WHAT YOU SHOULD DO -
Copy out every line of the listing in which "Math" appears.

RECORDS SUPPLIED -

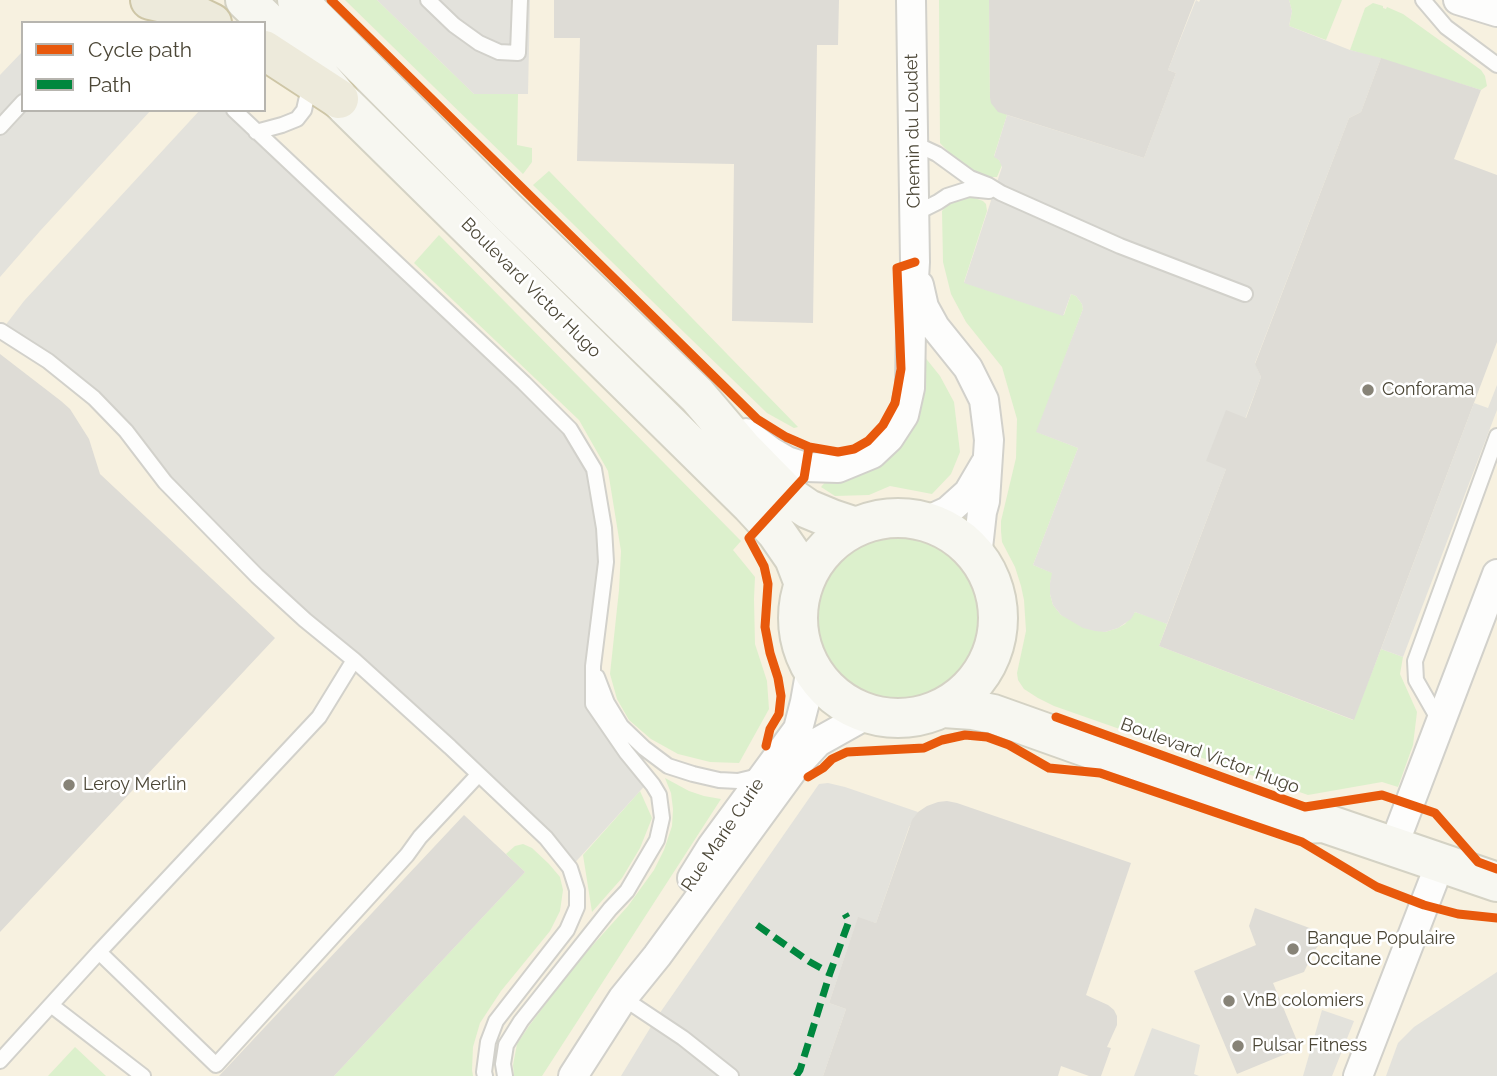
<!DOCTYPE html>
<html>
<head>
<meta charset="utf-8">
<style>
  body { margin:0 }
  #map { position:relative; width:1497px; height:1076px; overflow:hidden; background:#f4f3ee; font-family:Raleway,sans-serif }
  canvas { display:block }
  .legend { position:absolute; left:21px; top:21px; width:245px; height:91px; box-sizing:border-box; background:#fff; border:2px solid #b7b5af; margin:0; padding:9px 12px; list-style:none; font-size:21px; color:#4c4737 }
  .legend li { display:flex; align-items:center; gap:14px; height:35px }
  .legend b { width:35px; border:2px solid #b7b5af }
</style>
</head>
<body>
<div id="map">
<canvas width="1497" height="1076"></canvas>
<ul class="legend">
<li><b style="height:9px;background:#e8590c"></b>Cycle path</li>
<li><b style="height:9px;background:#00873e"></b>Path</li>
</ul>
</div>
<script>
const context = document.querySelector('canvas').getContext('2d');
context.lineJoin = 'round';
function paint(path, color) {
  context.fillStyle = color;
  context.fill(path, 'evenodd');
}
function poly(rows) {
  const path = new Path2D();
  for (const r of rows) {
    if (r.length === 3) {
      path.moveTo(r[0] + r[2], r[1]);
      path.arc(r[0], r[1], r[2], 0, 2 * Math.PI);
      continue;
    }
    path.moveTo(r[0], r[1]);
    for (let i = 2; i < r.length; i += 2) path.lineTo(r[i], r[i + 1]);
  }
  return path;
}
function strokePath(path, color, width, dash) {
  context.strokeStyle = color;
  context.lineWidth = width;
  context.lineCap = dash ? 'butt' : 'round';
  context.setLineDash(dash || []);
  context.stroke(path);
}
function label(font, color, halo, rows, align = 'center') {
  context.font = font + ' Raleway,sans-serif';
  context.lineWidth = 5;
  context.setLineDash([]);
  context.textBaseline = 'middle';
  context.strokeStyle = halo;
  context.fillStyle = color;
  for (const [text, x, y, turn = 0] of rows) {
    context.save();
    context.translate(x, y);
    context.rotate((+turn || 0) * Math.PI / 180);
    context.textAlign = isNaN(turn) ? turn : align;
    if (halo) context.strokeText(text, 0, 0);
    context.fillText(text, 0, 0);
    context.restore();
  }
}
const commercial = poly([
  [0,0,1497,0,1497,1076,0,1076],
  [23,23,264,23,264,110,23,110]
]);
const green = poly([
  [345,0,377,0,474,94,518,94,517,145,532,148,532,162,523,174],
  [939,0,989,0,990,98,1007,115,994,156,999,160,1002,165,997,177,988,177,961,165,940,143],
  [1289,0,1342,0,1326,40,1289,26,1292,11],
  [1373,3,1383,6,1383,8,1386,9,1387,7,1403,14,1481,70,1485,76,1487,86,1481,90,1350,50,1365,8],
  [549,171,551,173,798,427,794,428,767,413,533,185],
  [966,195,983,201,986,204,987,211,964,282,1064,315,1071,294,1076,296,1082,304,1083,309,1037,432,1078,448,1033,565,1053,573,1050,583,1050,594,1053,605,1061,615,1105,632,1118,628,1125,624,1135,612,1156,619,1167,624,1159,646,1353,720,1381,649,1403,657,1400,674,1417,712,1413,745,1398,787,1382,782,1308,795,1054,706,1038,698,1024,689,1018,680,1017,673,1026,631,1024,600,1021,586,1015,567,1002,542,1001,531,1001,521,1016,458,1017,419,1002,367,966,322,951,294,943,262,942,211,952,200],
  [439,235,741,541,733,550,755,577,754,599,755,644,767,681,769,709,739,763,710,762,678,754,651,739,629,720,617,699,610,674,619,590,621,551,608,471,579,420,414,263],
  [924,356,940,376,954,402,960,452,951,474,932,494,890,486,869,495,835,496,821,487,830,477,868,470,901,446,918,415],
  [896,620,83],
  [665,778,689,791,704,796,721,799,542,1076,514,1076,513,1065,517,1044,529,1026,575,965,628,906,654,870,664,850,672,826,673,809,671,793],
  [640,791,652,818,640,848,622,878,592,912,583,855],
  [523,844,532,848,549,864,560,877,563,890,560,911,550,931,501,991,480,1023,473,1047,472,1070,473,1076,334,1076,525,872,506,854,515,846],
  [75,1047,106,1076,48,1076]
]);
const parking = poly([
  [377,0,530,0,528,94,474,94],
  [1196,0,1199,2,1200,0,1289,0,1292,11,1289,26,1350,50,1381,58,1361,112,1349,118,1255,363,1261,377,1167,624,1135,612,1131,619,1118,628,1105,632,1095,631,1083,628,1061,615,1053,605,1050,594,1050,583,1052,573,1033,565,1078,448,1036,432,1083,309,1082,304,1076,296,1071,294,1063,316,964,283,1002,167,999,160,994,157,1007,115,1144,158,1176,73,1168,70],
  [23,51,23,110,151,110,40,231,0,277,0,75],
  [200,110,234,110,524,383,594,469,604,528,593,704,650,780,570,868,305,620,126,431,1,331,24,301],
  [1497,385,1497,410,1403,657,1381,649,1474,403,1488,408],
  [828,783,845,787,918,812,909,827,876,923,858,918,829,1003,846,1009,823,1076,621,1076,655,1020,819,784],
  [1497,972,1497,1076,1386,1076,1398,1043,1414,1027],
  [1322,1010,1354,1021,1332,1076,1303,1076],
  [1152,1028,1200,1045,1194,1074,1199,1076,1134,1076]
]);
const building = poly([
  [554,0,839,0,838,45,817,45,813,323,732,321,734,164,577,161,580,38,554,38],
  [989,0,1195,0,1168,70,1176,73,1144,158,998,112,991,103,990,98],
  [1381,58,1481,90,1454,159,1497,175,1497,342,1354,720,1159,646,1226,469,1206,461,1226,410,1246,418,1261,377,1255,364,1349,118,1361,112],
  [0,354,61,401,70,409,89,439,100,474,275,638,0,932],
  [947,801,957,803,1131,863,1086,995,1108,1005,1114,1010,1117,1016,1117,1025,1107,1047,1111,1048,1101,1076,1089,1076,1061,1066,1058,1076,823,1076,846,1009,829,1003,858,917,876,923,912,820,918,812,927,806,938,802],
  [464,815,525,872,334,1076,219,1076],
  [1255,908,1326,934,1313,953,1304,972,1273,983,1300,1048,1237,1074,1194,971,1256,945,1249,926]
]);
const lane = poly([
  [428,0,454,25,479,43,499,52,518,53,520,0],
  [1423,0,1446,27,1497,65],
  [234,110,524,383,570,429,594,469,604,528,606,562,593,666,593,704,626,752,653,785,659,795,662,818,657,840,627,891,610,909,521,1021,506,1045,503,1064,505,1076],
  [0,127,23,102],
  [256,132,282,125,297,119,304,110,310,83],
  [913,147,924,148,937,154,970,178,988,185,1001,193,1120,246,1245,294],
  [914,214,938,202,947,196,969,189,989,191],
  [1,331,48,361,94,398,126,431,165,482,257,576,305,620,354,660,450,747,546,838,570,868,577,890,577,907,567,930,496,1021,488,1042,484,1072,485,1076],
  [354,660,319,717,99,952,216,1065,407,855,420,837,478,775],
  [597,677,607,703,621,726,644,748,668,766,693,774,719,780,738,781,759,776],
  [1440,722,1416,680,1415,661,1497,436],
  [623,998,683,1038,731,1076],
  [51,1005,143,1076],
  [0,1061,99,952]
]);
const street = poly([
  [1458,0,1497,12],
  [919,285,924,307,935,327,968,368,984,400,989,440,985,501,982,512,977,557],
  [746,433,770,451,787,461,806,467,838,468,872,454,889,438,904,415,910,388,911,330,915,262,911,0],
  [926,521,948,511,968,493,985,464],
  [1393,847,1497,574],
  [692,878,712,846,798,729,805,702,811,668],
  [573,1076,623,998,657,956,795,767,818,742,868,714],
  [1358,1076,1433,882]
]);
const secondary = poly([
  [245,0,296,49,339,99,751,505,776,532,794,558,804,584],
  [297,0,505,209,697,395,743,449,789,496,808,509,832,519,856,527],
  [898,618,100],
  [943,708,973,710,993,714,1302,824,1324,823,1497,882]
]);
const highway = poly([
  [150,0,177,6,212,23],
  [264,50,339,99]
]);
const quiet = poly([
  [757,925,810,962,830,973],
  [796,1076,800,1070,830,973,849,921,845,914]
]);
const cycleway = poly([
  [331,0,757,419,786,437,809,447,838,452,854,449,868,441,883,425,895,403,901,369,897,268,915,262],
  [1056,717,1305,807,1382,795,1435,813,1478,862,1497,869],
  [766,746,770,729,779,714,781,696,778,678,770,653,765,627,768,584,764,566,749,538,804,478,809,447],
  [808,777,823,768,832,759,847,752,924,748,942,740,965,735,987,737,1009,745,1049,768,1100,773,1302,842,1377,887,1424,905,1458,914,1497,918]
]);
const markers = [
  [1368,390,7,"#878377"],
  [69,785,7,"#878377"],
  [1293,949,7,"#878377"],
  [1229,1001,7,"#878377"],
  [1238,1046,7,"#878377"]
];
const streetNames = [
  ["Chemin du Loudet",913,131,-91],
  ["Boulevard Victor Hugo",531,288,45],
  ["Boulevard Victor Hugo",1210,756,20],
  ["Rue Marie Curie",723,835,-56]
];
const poiNames = [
  ["Conforama",1382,390],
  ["Leroy Merlin",83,785],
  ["Banque Populaire",1307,939],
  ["Occitane",1307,960],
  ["VnB colomiers",1243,1001],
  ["Pulsar Fitness",1252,1046]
];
paint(commercial, '#f7f1e0');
paint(green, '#dcf0cc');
paint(parking, '#e3e2dc');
paint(building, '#dedcd6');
strokePath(lane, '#d2d1cb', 18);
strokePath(street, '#d2d1cb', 32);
strokePath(secondary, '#d4d2c4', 42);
strokePath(highway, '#cec6a6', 42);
strokePath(lane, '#fdfdfc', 14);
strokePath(street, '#fdfdfc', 28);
strokePath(secondary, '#f7f7f1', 38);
strokePath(highway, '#edeadb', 38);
strokePath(quiet, '#00873e', 7, [14, 7]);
strokePath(cycleway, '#e8590c', 9);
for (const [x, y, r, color] of markers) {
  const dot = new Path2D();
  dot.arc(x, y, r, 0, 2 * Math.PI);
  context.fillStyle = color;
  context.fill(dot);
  strokePath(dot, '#fff', 2.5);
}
label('18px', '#4c4737', '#fff', streetNames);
label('18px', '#4c4737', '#fff', poiNames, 'left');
</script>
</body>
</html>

OUTPUT FOR THIS TASK -
      path.arc(r[0], r[1], r[2], 0, 2 * Math.PI);
    context.rotate((+turn || 0) * Math.PI / 180);
  dot.arc(x, y, r, 0, 2 * Math.PI);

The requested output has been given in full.